Work task: In the material below, find the line with "height:33px; margin:-16.5px; padding:0" and the line with "text-align:center; line-height:1.15; -webkit-text-stroke:6px", then output those two lines and every line between them, exactly.

Records to use:

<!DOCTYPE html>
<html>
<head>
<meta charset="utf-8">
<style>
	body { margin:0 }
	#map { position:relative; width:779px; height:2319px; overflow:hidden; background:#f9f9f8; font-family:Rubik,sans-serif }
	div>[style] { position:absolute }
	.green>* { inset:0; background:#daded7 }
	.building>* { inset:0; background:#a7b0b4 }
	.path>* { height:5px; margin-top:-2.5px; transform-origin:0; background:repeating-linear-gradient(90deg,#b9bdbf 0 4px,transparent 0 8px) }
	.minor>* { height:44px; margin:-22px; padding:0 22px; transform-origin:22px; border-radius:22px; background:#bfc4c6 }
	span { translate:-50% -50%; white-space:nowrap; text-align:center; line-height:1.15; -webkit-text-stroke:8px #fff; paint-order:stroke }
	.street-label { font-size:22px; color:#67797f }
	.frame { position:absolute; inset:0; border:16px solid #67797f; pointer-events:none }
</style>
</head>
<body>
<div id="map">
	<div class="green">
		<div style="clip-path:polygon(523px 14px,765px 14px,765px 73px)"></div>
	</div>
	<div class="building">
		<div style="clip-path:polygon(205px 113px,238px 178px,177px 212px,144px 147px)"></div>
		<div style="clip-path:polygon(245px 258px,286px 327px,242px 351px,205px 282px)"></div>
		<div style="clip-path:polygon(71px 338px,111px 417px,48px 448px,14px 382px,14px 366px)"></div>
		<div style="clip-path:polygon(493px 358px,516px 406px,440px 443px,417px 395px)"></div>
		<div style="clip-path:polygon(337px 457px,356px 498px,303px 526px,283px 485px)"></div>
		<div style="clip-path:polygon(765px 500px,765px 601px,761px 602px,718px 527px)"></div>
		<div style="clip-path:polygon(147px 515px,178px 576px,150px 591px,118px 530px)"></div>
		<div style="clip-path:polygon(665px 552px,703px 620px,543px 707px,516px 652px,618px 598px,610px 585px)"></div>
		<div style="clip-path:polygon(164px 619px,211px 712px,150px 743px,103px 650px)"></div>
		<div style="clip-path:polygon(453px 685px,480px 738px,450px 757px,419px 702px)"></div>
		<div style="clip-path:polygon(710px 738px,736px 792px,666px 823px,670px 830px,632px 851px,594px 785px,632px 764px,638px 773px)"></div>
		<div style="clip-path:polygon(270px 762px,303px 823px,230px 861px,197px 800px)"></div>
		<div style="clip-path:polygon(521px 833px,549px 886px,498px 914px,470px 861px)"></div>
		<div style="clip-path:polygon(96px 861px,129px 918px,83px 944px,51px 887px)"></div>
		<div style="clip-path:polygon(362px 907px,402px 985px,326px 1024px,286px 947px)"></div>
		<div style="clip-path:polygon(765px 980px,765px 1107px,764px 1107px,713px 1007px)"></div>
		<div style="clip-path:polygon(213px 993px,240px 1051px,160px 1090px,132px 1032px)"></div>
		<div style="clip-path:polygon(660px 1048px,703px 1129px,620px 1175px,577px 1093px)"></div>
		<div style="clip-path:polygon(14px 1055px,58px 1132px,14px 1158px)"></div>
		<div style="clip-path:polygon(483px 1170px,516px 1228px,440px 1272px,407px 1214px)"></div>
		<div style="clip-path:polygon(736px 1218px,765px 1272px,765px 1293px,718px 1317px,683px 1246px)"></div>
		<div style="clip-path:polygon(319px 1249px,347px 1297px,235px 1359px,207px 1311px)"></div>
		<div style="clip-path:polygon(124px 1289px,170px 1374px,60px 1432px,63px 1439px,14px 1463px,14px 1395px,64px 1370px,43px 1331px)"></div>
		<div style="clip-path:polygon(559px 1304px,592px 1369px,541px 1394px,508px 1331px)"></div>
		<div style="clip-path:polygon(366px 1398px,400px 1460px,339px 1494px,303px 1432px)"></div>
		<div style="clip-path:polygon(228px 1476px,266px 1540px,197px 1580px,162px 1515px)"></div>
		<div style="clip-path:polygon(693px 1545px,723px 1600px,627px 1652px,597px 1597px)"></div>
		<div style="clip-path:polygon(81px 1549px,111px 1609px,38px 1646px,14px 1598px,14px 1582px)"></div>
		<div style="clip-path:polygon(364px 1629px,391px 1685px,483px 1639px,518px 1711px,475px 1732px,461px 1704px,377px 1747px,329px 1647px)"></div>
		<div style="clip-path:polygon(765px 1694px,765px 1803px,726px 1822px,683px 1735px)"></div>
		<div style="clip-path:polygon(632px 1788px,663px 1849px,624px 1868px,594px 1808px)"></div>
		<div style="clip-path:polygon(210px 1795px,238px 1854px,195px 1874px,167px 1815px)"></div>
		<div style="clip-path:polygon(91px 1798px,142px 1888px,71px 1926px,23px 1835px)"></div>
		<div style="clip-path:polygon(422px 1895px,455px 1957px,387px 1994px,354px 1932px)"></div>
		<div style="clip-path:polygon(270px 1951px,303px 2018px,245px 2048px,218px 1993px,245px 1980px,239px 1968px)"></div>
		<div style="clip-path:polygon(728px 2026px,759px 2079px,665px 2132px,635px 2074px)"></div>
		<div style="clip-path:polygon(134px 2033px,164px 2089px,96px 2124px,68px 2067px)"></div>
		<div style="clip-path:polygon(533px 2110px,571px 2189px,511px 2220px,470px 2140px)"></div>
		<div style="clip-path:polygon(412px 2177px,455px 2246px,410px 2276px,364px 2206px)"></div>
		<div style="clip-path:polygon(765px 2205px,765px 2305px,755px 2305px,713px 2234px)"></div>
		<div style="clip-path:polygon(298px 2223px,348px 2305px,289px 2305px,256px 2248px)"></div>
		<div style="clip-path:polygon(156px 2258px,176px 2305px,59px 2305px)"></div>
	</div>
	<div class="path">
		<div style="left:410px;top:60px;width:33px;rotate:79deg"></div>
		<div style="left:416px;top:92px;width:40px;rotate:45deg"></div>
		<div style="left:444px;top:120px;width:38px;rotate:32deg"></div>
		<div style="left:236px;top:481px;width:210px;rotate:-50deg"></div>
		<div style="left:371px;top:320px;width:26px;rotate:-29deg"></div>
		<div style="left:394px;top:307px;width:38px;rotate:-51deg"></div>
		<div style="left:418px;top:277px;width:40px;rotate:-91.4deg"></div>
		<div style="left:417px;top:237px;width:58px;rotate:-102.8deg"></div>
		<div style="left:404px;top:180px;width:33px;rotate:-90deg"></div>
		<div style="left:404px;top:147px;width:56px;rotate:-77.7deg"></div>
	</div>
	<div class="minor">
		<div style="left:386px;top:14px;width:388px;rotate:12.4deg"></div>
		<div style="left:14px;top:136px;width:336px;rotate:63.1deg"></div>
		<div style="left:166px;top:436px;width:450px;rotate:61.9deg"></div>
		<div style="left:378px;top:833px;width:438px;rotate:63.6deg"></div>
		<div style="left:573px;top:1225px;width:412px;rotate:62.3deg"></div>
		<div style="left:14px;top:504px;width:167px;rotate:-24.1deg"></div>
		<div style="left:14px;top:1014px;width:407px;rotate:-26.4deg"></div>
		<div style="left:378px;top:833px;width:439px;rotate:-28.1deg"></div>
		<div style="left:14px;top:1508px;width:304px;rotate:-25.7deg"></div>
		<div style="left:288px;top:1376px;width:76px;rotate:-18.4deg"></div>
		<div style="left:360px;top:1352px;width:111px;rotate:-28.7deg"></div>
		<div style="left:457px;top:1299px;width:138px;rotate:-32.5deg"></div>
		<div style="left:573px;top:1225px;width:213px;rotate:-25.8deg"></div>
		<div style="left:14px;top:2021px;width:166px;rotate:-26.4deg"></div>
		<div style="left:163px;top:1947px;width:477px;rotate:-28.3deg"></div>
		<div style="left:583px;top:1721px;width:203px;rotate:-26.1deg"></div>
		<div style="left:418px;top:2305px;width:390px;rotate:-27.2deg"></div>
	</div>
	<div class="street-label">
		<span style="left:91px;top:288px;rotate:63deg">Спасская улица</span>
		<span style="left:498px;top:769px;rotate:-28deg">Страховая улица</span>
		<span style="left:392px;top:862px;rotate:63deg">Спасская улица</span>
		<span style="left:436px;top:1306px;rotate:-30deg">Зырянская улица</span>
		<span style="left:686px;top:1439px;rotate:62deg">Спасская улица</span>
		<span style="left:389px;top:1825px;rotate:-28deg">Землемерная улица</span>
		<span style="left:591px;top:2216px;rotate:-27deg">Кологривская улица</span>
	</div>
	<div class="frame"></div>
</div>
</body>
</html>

==

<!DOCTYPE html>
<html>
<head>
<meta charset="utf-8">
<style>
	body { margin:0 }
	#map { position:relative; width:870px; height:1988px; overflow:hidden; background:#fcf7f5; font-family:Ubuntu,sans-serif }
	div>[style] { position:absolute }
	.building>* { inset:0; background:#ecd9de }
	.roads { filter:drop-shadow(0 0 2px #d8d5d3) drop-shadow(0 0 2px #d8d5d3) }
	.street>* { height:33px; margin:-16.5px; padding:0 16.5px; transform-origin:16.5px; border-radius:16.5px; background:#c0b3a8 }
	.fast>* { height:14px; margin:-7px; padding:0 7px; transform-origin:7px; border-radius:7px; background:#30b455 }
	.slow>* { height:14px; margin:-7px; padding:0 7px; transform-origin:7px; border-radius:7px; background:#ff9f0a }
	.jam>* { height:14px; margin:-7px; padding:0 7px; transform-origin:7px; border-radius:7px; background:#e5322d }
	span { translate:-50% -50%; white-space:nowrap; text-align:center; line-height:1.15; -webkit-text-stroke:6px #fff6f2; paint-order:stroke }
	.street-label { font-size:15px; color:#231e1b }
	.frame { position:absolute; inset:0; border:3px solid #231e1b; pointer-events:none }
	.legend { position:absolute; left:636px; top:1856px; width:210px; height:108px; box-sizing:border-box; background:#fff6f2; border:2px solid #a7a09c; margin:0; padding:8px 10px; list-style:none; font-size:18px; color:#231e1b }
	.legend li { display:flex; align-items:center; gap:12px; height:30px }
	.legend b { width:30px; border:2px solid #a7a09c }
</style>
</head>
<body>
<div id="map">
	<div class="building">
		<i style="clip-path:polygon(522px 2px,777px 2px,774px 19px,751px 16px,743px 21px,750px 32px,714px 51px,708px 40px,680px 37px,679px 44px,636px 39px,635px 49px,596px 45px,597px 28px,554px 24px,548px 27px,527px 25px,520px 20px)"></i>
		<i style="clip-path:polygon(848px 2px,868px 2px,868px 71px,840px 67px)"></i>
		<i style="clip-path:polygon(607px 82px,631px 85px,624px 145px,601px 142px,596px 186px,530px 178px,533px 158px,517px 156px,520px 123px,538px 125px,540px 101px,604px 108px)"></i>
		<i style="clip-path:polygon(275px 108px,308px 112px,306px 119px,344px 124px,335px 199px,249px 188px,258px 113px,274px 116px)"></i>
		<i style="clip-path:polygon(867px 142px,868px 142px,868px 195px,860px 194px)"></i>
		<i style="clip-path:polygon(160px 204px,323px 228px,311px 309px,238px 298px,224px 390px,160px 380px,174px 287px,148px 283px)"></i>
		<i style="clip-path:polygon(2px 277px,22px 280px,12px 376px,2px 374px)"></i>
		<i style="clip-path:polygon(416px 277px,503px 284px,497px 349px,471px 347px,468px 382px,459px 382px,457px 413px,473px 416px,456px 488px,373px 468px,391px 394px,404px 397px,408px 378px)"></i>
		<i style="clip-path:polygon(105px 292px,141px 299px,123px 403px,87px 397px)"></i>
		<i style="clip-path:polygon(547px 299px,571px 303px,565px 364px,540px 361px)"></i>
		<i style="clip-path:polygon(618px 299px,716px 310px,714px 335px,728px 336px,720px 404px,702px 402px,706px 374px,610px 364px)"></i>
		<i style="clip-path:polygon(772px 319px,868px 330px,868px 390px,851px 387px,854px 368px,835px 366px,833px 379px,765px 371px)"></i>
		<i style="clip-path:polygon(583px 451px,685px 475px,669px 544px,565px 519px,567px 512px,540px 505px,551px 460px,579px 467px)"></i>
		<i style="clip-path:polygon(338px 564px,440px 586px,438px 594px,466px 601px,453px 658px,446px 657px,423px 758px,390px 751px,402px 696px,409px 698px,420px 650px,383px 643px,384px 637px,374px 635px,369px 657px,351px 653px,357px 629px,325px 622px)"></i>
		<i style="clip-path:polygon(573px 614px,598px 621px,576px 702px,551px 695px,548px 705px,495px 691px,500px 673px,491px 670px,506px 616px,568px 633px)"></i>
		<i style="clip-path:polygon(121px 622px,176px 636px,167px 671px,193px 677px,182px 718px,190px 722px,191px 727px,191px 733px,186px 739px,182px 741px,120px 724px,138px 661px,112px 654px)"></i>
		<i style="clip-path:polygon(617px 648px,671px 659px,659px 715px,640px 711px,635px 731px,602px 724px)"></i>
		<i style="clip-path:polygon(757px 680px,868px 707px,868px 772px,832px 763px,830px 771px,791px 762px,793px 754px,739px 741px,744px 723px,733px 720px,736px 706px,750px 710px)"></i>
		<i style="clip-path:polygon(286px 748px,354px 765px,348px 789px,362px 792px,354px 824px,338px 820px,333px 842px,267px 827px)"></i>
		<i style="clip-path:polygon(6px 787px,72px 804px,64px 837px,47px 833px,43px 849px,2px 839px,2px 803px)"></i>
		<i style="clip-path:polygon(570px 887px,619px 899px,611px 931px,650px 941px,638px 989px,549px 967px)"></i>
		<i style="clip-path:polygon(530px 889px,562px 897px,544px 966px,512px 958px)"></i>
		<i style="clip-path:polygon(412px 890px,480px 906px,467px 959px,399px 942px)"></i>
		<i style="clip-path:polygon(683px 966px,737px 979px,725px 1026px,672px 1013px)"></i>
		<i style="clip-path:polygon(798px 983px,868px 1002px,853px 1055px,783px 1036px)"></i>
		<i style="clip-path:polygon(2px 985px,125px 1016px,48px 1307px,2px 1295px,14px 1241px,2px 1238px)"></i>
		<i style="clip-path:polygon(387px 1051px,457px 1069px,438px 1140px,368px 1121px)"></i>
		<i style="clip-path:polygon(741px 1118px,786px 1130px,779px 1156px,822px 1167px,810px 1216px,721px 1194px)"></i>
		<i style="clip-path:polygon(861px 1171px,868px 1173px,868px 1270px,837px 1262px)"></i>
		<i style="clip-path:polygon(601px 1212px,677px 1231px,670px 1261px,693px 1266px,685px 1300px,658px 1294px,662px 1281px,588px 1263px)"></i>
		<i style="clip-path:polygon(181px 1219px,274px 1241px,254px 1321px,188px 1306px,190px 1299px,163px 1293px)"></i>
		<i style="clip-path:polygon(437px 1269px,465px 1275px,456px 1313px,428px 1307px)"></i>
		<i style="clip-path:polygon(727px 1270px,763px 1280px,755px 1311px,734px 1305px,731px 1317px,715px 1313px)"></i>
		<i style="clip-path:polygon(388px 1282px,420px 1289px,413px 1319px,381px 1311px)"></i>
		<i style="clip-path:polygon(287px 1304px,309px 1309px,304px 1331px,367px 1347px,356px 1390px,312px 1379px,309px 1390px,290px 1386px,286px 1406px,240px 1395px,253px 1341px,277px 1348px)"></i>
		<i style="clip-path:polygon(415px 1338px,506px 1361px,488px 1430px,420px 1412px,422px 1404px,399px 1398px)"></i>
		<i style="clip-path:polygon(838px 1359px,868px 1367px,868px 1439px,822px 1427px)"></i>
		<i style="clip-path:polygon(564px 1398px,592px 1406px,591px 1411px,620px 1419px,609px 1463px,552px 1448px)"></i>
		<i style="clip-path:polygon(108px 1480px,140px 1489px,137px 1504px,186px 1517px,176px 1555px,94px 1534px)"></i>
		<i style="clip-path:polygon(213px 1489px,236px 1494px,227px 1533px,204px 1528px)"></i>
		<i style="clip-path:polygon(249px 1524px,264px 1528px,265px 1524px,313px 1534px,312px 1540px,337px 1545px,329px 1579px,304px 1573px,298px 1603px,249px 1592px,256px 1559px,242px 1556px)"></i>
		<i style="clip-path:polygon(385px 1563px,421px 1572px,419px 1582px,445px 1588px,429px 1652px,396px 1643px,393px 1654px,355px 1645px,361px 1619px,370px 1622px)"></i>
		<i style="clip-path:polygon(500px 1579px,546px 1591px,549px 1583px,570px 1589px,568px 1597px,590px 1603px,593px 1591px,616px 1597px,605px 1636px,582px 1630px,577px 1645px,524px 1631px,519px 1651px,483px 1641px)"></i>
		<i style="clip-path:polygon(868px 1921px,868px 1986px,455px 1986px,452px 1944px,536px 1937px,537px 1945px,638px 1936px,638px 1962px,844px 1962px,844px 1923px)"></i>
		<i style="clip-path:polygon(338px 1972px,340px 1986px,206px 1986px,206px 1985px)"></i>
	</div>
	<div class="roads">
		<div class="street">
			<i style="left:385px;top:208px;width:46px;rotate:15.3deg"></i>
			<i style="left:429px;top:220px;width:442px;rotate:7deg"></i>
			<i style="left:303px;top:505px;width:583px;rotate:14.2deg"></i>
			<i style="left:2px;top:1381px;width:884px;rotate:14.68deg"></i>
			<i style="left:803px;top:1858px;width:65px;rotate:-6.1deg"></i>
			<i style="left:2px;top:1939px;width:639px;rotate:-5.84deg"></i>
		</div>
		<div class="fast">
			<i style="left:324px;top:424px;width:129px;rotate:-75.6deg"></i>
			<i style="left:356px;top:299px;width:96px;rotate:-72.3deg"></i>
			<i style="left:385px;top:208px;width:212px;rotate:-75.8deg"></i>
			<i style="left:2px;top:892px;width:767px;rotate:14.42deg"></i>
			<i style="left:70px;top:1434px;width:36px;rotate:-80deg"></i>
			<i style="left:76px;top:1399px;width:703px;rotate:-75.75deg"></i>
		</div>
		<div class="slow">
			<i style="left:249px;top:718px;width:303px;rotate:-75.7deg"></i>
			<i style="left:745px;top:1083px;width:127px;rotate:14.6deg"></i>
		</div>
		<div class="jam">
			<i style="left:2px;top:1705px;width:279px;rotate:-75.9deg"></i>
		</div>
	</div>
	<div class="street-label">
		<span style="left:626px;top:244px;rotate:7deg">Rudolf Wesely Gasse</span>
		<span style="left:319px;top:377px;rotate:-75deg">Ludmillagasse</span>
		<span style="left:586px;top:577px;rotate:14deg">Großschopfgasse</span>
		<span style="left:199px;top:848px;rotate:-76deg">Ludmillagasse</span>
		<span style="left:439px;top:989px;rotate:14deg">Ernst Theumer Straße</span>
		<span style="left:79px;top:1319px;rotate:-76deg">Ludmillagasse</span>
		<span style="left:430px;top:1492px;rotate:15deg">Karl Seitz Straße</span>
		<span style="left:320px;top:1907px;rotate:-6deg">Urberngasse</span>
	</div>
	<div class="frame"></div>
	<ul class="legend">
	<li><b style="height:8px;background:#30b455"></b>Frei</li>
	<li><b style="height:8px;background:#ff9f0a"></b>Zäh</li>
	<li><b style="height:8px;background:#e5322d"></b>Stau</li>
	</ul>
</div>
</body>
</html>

Solved exercise:
	.street>* { height:33px; margin:-16.5px; padding:0 16.5px; transform-origin:16.5px; border-radius:16.5px; background:#c0b3a8 }
	.fast>* { height:14px; margin:-7px; padding:0 7px; transform-origin:7px; border-radius:7px; background:#30b455 }
	.slow>* { height:14px; margin:-7px; padding:0 7px; transform-origin:7px; border-radius:7px; background:#ff9f0a }
	.jam>* { height:14px; margin:-7px; padding:0 7px; transform-origin:7px; border-radius:7px; background:#e5322d }
	span { translate:-50% -50%; white-space:nowrap; text-align:center; line-height:1.15; -webkit-text-stroke:6px #fff6f2; paint-order:stroke }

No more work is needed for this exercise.